Andy Bell is my hero.
Join Date: Sep 2000
Location: Hastings, Nebraska
Thanked 221 Times in 143 Posts
Mentioned: 0 Post(s)
Tagged: 0 Thread(s)
Quoted: 5 Post(s)
Oh man, you're in the same boat as I am. But both my seals are leaking. I've already pulled out my forks, and am just waiting for my mechanic to get back from vacation so that I can take them to him. I can do alot of stuff myself, but looking at this, and not having any special tools, I figured I'd take it to my mechanic, but you may be able to do it yourself. When I checked with my Honda shop, they said it would be around $100 bucks to put the seals in for me. The mechanic I use works at a Harley shop, so I'm not sure if the price will be different there.

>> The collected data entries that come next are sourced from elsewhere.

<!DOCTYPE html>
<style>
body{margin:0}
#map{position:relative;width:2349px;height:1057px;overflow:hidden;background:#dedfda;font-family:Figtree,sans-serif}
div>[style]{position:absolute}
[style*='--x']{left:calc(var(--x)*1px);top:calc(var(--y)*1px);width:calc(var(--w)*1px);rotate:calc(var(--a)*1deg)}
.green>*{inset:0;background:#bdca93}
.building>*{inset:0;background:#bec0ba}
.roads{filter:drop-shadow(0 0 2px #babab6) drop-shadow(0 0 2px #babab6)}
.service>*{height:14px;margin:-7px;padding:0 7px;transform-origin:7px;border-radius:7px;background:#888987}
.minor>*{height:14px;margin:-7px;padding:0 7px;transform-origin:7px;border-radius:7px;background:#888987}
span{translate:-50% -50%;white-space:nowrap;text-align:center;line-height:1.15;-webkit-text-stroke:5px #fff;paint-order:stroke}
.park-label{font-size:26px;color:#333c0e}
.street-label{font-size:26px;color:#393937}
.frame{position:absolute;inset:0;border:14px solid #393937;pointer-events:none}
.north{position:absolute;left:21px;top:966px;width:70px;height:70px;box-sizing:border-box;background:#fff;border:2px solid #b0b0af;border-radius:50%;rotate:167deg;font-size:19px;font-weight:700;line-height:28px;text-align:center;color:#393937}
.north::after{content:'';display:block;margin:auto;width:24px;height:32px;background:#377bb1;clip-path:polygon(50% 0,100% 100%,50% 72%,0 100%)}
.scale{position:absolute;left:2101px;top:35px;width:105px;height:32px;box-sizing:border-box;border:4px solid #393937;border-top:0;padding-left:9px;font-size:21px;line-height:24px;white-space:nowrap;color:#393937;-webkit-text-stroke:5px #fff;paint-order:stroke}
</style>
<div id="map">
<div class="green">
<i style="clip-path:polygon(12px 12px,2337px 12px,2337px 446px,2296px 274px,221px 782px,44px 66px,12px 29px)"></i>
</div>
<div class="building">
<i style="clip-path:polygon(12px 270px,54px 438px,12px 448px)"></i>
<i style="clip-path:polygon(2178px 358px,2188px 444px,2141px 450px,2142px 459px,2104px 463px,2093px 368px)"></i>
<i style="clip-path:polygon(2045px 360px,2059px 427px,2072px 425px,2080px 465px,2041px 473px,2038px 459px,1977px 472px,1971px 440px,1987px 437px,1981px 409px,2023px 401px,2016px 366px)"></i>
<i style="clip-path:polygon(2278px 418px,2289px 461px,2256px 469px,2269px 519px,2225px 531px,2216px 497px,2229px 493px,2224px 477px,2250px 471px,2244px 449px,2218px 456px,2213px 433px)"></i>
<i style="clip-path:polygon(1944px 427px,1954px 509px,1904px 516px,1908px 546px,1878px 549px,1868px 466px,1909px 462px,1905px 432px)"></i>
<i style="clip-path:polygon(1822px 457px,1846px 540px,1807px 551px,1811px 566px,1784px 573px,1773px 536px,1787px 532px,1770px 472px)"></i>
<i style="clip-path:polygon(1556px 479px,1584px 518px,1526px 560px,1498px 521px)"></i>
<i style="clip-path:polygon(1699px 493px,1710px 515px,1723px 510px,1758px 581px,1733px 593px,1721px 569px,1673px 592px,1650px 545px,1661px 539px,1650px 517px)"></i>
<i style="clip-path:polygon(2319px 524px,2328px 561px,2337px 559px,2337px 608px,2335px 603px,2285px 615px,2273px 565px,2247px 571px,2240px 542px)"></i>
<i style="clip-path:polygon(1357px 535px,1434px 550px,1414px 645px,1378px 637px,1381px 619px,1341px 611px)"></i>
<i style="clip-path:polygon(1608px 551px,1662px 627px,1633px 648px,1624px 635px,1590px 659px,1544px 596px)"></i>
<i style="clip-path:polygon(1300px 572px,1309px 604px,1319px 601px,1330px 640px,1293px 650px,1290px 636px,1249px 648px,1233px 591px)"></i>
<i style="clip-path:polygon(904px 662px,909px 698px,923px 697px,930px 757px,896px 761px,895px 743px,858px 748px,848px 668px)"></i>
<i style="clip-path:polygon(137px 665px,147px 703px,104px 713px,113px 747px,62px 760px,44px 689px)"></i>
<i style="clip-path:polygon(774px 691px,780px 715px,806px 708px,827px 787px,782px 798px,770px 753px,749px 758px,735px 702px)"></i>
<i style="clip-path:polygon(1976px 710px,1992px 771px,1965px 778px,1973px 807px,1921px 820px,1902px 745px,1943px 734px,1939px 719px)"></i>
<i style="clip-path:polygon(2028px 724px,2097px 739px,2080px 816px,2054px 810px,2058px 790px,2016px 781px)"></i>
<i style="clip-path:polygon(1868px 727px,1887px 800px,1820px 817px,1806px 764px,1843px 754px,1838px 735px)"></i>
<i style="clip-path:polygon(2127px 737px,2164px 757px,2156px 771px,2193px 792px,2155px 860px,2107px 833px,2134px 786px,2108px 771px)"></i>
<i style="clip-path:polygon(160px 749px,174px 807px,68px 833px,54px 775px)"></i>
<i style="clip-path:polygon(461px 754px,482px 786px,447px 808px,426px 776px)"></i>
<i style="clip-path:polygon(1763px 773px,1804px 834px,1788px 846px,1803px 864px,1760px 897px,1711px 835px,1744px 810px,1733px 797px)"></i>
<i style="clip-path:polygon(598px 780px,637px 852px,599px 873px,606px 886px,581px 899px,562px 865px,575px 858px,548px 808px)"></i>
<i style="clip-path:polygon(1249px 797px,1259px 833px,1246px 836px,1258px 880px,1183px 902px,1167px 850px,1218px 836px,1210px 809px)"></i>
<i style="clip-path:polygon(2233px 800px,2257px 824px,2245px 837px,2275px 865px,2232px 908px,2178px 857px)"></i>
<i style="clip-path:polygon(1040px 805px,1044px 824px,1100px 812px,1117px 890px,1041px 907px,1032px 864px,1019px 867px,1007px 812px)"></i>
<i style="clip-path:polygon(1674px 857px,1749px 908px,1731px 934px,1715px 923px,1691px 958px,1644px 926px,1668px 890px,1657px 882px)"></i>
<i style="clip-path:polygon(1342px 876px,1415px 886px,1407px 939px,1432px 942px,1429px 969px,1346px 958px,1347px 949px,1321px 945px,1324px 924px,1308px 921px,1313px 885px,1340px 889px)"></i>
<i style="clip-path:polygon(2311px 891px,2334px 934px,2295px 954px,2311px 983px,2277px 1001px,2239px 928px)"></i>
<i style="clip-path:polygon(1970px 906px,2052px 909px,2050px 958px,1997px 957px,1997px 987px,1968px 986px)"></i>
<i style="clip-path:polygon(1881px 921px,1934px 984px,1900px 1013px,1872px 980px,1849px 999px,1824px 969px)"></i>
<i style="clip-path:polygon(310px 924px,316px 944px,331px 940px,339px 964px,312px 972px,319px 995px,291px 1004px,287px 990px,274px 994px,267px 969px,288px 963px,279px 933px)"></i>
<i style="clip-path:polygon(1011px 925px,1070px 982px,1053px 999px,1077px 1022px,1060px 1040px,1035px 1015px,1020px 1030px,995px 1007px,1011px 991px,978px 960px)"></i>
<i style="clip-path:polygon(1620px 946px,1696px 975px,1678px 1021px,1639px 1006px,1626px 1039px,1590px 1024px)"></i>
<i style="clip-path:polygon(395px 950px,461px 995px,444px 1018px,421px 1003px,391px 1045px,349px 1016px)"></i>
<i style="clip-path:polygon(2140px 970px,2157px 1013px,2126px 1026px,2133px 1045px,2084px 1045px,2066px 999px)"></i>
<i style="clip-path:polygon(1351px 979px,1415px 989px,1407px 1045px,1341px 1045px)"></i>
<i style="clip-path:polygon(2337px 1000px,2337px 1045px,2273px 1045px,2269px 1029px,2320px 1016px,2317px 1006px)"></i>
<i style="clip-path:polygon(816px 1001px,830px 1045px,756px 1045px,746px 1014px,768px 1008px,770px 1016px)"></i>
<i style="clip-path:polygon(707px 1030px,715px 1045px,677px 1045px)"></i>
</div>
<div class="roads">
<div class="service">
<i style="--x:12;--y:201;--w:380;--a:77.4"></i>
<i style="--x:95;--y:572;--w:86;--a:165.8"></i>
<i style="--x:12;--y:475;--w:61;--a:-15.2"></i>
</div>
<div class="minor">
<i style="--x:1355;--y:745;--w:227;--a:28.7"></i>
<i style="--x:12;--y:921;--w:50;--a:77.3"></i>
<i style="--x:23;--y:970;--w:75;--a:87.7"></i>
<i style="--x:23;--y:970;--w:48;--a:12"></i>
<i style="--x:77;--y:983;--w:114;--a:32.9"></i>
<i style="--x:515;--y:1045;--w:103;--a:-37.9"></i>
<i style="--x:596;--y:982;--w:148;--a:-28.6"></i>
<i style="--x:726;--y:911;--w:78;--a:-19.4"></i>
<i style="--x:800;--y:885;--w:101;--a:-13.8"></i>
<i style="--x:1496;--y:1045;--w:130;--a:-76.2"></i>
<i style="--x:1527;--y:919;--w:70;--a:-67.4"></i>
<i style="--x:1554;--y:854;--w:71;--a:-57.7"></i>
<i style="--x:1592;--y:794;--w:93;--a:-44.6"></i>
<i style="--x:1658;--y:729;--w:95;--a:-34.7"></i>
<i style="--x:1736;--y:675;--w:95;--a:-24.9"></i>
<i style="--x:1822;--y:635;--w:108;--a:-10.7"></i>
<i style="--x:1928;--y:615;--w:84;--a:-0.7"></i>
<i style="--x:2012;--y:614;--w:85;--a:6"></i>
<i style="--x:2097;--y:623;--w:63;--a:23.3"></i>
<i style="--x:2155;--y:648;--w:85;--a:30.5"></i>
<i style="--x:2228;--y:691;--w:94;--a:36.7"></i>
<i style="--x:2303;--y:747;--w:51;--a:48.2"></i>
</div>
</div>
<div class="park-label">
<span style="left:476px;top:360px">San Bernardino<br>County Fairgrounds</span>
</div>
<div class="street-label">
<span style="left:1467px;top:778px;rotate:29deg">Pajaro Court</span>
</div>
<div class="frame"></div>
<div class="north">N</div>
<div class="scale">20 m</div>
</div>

Here is what I have found recently. It was posted by someone who did his own swap on a Busa
Hoist the bike up off the front tire making sure no pressure is on the forks. Remove the front tire, in accordance with you owners manual. Remove the front fender bolts from the side that you are working on. Do only one side at a time, or so they say. Loosen the 2 12 mm bolts holding at the bottom of the triple tree. Loosen the to 8 mm allen at the top of the triple tree, and make sure that you have a friend standing by, cause that fork is coming out, fast. Turn the shock upside down, with the fender holding assemble pointing up. Using a 10mm allen socket, and an impact wrench, break the inside bolt free. An impact wrench is needed, because if you try to loosen this bolt by any other means you will not be able to break it free, it just spins. When the bolt is removed, keep it upright, and find something to dump the oil into. Holding both the top and the bottom part of the fork, filp it right side up, and the oil, if any is left will pour out the bottom. By this time the insert part of the fork will slide right out. Pull the old dust cover off, remove the retaining clip, pull out the old seal. Now the old seal is easily removed using a screwdrive and prying it out. It will pop out and fly across the room. There is a washer below it. One side is rounded one side is flat. The flat side goes down. Reverse this procedure, making sure to push the seal down squarely, using a big socket, or anything else that you might have availible. When everything is back together, remove the top part of the shock. This is the section where your dampening adjustments are. I wrapped a cloth around my shock and put it in a vise, and used a really big adjustable wrench to break it free. Once you have the shock cap off, pour in 16.2 ounces of fork oil, screw the cap back on, and put it back on the bike. I say the whole thing could be down in about 2 hours. I put my shocks thru a pretty good workout last night, bumpy roads, and few wheelies, hard breaking. Neither one is leaking.
Hope some of that helps.
Maturity is vastly overrated.
Don't let it get in the way of a good time.